In prosaic and banal yet probably relevant terms, today I got access information to my bank again (there was a technical issue) and set up my monthly utilities payments. I also set aside the costs for the SRS I want in a separate account (draining most of the others, so should rebuild during the year).

This in itself is minor and means nothing. But with that in place, and hopefully soon the therapist letters in place, and knowing there are open surgery dates when I am considering it…

… there will soon be no concrete obstacles in the way, so I’ll have to face the moment of decision.

compulse

It really does bother me this thing about heteronormativity as internalized in the structure of this, the only world which is so fully mirrored about me. Almost every narrative of a girl experiencing love and lust is with a man. So when trying to understand myself as a girl, I feel that unless I share those experiences with my sisters – to the extent of passionately wanting and pining for boys – then I am missing out on being like other girls. More to the point (or exactly the same point), I am dysphoric over not being androphilic.

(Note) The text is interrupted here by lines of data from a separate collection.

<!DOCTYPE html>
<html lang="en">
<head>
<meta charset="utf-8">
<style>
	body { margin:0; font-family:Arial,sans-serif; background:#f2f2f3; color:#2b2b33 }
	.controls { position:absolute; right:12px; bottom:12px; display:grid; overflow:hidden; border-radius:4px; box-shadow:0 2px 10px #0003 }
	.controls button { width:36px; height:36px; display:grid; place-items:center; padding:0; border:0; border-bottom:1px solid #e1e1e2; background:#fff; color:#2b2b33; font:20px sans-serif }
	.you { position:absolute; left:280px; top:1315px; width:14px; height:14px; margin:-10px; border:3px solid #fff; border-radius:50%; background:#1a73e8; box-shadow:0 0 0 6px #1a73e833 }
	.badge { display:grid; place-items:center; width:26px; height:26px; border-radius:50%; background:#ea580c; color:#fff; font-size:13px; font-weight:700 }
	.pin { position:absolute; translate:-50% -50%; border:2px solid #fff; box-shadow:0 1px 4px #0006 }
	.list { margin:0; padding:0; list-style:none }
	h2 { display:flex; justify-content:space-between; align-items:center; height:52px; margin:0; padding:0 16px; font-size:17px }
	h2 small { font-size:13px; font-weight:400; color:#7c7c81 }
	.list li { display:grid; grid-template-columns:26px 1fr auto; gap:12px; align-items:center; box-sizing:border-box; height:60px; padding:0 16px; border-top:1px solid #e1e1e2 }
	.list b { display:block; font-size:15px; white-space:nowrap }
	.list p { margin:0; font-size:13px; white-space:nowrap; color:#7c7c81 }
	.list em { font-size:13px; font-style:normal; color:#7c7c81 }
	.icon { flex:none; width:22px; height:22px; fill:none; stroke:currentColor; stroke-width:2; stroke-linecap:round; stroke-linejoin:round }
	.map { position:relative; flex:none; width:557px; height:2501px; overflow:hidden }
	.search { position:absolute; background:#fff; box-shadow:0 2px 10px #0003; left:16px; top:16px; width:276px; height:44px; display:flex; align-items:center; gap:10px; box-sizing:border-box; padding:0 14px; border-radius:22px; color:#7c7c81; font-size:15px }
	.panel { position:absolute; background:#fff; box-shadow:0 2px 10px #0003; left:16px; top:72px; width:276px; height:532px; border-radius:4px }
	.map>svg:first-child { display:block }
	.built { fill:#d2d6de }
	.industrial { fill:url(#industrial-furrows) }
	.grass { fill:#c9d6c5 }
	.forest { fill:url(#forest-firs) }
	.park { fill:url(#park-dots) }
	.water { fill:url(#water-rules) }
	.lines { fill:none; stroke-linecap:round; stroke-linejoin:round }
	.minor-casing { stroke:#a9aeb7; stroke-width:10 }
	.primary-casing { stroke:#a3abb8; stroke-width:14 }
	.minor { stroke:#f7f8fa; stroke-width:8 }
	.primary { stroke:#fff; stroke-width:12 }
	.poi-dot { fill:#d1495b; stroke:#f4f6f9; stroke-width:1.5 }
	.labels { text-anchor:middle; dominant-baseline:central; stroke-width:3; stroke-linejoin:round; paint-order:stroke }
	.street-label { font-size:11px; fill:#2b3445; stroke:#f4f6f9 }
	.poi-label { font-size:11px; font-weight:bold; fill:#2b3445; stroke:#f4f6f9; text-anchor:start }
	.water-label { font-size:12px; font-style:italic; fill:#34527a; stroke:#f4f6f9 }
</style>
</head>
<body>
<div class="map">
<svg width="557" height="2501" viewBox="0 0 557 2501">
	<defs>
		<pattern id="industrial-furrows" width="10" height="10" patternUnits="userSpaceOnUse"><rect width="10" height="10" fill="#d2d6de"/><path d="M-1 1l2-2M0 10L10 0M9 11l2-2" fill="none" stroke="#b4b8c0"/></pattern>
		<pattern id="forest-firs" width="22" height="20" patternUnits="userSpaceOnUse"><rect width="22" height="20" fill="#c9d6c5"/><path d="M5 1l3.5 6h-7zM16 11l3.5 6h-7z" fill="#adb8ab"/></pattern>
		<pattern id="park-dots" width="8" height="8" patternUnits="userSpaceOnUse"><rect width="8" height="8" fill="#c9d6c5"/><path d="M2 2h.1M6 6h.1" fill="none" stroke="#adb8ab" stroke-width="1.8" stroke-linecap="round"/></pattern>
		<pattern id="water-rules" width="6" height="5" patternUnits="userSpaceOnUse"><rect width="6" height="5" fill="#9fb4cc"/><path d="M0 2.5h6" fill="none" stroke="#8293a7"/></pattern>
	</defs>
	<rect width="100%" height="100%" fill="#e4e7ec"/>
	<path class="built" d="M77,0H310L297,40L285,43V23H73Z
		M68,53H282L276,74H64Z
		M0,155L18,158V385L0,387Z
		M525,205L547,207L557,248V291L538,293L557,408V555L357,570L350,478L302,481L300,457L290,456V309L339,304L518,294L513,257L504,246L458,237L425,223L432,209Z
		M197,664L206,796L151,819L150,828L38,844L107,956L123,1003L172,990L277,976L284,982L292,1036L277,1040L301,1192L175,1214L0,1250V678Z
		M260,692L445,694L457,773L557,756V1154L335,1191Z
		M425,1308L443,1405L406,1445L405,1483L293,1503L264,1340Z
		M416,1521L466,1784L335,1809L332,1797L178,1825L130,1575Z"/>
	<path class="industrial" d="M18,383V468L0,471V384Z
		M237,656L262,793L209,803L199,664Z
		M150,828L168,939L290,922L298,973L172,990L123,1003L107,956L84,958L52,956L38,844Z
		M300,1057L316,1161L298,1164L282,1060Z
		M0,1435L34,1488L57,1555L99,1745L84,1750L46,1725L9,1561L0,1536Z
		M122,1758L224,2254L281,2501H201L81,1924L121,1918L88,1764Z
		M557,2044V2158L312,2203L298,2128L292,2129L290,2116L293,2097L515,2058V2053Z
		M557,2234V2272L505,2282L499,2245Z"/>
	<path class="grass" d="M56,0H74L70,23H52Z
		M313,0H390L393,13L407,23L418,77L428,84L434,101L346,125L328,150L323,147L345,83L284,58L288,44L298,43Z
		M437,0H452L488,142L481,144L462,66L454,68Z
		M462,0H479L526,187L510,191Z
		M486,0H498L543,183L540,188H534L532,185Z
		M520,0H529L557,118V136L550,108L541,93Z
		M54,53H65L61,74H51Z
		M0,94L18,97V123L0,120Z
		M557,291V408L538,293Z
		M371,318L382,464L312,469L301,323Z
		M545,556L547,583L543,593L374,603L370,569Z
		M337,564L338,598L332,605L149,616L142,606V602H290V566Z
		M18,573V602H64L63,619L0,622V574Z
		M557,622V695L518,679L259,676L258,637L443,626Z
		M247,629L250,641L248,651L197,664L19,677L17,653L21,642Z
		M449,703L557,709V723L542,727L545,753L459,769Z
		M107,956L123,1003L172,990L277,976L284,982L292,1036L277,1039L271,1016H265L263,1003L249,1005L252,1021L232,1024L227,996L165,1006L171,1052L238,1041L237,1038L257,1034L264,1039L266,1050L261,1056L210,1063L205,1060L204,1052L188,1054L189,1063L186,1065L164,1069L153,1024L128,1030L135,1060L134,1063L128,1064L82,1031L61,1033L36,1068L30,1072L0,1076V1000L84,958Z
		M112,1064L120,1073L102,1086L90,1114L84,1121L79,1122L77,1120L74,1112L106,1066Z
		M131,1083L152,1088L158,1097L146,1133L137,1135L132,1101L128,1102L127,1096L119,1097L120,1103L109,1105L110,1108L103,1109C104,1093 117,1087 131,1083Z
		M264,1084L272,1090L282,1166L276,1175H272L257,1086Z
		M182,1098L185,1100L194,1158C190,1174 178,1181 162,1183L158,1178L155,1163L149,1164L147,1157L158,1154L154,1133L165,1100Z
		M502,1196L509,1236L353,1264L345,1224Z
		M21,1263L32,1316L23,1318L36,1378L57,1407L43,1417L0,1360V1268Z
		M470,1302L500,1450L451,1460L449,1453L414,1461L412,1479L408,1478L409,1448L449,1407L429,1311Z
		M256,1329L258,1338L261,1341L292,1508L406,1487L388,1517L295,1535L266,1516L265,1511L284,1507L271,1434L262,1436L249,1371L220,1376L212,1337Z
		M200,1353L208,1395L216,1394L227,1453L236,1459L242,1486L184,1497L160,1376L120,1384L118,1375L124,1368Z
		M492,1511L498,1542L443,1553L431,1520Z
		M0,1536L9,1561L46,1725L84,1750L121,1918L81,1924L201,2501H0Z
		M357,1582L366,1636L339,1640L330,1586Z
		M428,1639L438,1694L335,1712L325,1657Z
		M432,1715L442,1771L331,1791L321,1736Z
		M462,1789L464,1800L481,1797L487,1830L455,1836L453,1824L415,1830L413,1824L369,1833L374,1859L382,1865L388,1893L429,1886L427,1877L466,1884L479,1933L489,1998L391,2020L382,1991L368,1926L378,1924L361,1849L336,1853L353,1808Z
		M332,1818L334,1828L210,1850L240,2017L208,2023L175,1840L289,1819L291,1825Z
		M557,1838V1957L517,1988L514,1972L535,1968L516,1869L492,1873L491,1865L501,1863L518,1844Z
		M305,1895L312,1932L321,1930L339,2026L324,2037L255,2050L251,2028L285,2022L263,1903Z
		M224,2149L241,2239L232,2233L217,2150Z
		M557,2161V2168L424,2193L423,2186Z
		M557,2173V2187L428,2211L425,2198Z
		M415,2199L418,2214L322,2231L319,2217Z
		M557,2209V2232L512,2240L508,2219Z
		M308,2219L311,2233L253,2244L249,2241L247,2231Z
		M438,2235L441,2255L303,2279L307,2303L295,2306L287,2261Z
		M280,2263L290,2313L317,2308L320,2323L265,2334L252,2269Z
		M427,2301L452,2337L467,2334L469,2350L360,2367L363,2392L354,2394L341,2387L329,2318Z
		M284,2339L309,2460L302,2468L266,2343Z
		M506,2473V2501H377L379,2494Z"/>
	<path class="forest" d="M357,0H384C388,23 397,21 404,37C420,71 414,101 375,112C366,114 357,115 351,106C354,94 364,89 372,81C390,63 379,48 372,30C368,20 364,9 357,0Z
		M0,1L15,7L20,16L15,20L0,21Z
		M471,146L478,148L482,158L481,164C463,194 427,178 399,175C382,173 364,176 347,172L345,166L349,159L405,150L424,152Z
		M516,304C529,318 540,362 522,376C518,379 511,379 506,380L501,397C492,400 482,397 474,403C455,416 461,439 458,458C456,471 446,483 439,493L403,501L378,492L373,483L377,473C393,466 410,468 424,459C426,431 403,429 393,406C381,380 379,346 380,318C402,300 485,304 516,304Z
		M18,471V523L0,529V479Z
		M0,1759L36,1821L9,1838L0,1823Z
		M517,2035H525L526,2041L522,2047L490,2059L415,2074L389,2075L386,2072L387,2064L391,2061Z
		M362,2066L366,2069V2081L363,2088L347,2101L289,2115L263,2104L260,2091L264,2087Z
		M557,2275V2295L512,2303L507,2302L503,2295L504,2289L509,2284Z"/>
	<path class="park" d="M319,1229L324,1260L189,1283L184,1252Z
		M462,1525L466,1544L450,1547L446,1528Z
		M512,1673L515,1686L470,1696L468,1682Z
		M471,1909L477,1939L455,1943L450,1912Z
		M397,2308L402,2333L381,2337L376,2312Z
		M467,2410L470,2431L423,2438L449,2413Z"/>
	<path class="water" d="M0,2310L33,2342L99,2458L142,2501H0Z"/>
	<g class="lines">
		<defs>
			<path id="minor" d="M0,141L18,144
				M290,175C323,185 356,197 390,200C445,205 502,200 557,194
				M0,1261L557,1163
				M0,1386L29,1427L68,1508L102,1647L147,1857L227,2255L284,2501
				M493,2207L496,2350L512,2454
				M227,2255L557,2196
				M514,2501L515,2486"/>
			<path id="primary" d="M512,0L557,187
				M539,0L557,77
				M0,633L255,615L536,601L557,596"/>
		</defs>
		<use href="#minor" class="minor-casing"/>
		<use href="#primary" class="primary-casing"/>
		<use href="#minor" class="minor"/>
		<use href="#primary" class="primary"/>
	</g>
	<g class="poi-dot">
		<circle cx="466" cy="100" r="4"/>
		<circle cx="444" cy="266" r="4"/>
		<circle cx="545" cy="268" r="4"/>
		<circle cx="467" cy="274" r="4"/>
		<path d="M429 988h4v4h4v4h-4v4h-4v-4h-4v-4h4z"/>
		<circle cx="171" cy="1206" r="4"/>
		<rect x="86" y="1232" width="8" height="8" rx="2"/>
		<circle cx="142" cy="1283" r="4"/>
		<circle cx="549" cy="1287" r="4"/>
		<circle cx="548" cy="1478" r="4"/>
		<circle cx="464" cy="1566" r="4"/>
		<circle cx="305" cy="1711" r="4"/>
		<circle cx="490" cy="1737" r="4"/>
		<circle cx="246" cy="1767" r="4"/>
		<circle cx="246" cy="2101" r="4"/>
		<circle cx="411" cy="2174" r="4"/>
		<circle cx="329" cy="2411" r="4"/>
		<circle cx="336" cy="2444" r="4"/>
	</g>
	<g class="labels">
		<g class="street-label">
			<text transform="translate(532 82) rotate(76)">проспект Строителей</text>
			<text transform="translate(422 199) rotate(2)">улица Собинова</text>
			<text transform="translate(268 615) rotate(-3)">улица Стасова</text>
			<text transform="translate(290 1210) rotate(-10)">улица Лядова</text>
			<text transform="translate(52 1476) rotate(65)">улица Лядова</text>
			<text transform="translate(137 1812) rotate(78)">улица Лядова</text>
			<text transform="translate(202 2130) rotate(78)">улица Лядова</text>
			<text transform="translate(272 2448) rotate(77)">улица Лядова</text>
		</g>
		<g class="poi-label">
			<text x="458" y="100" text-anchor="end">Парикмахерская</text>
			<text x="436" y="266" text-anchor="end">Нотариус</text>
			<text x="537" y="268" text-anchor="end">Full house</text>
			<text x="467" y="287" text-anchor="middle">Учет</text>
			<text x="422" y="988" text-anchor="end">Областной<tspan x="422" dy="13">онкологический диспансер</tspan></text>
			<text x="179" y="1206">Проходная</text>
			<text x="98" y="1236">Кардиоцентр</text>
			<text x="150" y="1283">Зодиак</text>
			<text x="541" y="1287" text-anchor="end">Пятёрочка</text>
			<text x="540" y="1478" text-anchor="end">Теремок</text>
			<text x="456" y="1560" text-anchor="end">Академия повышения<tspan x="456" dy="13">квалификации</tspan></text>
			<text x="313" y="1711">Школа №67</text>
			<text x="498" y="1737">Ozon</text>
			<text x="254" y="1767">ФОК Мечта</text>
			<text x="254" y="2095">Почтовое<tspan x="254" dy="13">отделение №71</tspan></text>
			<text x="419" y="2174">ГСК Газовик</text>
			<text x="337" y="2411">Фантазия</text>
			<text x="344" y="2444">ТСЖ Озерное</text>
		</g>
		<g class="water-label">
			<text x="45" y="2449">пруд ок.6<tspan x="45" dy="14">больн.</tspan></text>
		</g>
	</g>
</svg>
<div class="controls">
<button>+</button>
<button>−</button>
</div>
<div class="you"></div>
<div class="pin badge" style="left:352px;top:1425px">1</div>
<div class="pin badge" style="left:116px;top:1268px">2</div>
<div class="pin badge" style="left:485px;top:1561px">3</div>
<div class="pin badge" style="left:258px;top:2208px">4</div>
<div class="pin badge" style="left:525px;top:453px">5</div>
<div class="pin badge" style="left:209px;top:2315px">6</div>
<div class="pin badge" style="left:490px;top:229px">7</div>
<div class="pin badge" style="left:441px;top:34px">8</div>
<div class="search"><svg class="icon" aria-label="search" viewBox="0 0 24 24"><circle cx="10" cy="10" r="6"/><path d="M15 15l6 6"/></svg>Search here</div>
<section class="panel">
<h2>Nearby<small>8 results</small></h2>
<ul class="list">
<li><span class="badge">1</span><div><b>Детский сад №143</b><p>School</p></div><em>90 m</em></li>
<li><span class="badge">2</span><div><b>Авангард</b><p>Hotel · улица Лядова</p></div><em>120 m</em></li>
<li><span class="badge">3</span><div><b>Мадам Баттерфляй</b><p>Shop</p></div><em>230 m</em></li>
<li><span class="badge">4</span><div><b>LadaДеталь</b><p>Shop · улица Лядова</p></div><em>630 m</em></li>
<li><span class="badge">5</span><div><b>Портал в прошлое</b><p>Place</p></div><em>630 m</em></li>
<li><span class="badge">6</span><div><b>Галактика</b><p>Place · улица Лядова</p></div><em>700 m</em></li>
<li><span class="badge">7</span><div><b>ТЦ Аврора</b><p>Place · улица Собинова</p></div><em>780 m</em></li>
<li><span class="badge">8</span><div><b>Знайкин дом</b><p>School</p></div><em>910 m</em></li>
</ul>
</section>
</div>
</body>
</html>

It’s nothing simple. I have sexual attraction to men (smell and looks) in various cases. I’m growing fonder and fonder of girldick so long as it isn’t mine, too. It’s all a matter of social alignment and… energy… somehow. Men that I feel for I come across at most once in a blue moon. That makes me probably mostly lesbian. And dysphoric because I’m not into boys the way other girls are.

I think I have heard just this narrative from cis lesbians too though. And perhaps that is the way? I must find and hear their voices, share their stories, and in that I may find a strategy. Work on compulsory heterosexuality together with my gay cisters.